Don't learn a language, learn to program.

This probably requires some explanation to anyone who is not familiar with software engineering practices. Dedicating time to learning a specific language will ultimately be a limiting factor in your career progression. By specialising to the level of a specific language, you’re implicitly limiting your options. While this might not seem too big a deal in the moment, it will become important before too long. You’ve only got to look at the various reports available on the internet to realise the futility of this approach. As an example, the Fossbytes report for 2017 shows Javascript as top, no surprise there, more interesting are languages that appear further down, such as Go, and Swift. Swift, in particular, only came onto the scene in 2014, and is already showing in the lists. What’s more, where you look, and what factors apply, will give you a completely different view of the most in-demand languages, Techworld lists SQL as the top, and neiher Swift nor Go get a look in.

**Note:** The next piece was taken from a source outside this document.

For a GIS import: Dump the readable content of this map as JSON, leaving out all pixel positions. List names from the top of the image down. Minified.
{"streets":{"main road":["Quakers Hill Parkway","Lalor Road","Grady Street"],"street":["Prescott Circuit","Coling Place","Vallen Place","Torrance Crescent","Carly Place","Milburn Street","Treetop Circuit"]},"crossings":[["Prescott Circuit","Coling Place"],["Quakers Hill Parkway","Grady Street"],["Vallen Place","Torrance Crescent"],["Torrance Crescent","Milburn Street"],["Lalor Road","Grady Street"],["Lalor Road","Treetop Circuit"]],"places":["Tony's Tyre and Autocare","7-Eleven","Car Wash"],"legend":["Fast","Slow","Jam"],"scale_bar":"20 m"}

This just goes to show the fickle nature of programming languages and their favour with the community and industry. Any time spent focusing on learning a particular language will have an implicit shelf life, and then the cycle will start all over again. Of course, with each langauge you learn, the next typically gets easier, unless you’re leaping from procedural to functional, or similar, but it’s still a learning curve each time.

A far better approach to assuring your position in the future of software engineering is not to learn the details of a particular language, but instead to learn, and learn well, the lessons of software design and architecture, which can be applied easily irrespective of the language of choice.

I have, through my career, worked with in excess of 40 different programming languages. Does this mean I can fire up my favourite text editor and start programming in any one of them, of course, not, and I don’t need to. When I start a new project, I don’t begin by thinking about which programming language I’m going to use, and which language constructs or libraries are appropriate. Instead I think in concepts, forming the structure of the program at a high level, what interaction it needs with the external world, what data it might need to store, how it can process that data effectively. At this point, I haven’t even chosen a language. It may well be that the language is forced upon me by the nature of the project, but that doesn’t matter at this stage. Only when I’m happy with the overall approach, will I start getting into details of which language, which runtime, which libraries. The benefit to this approach is that I don’t have to keep the intricate details of 10’s of languages in my head all the time, I keep the principles, and enough high level information about language options to be able to make sensible assumptions. It’s Google all the way from there. Why retain the syntax details of Javascript or JQuery, when I can find them in a second when I need them?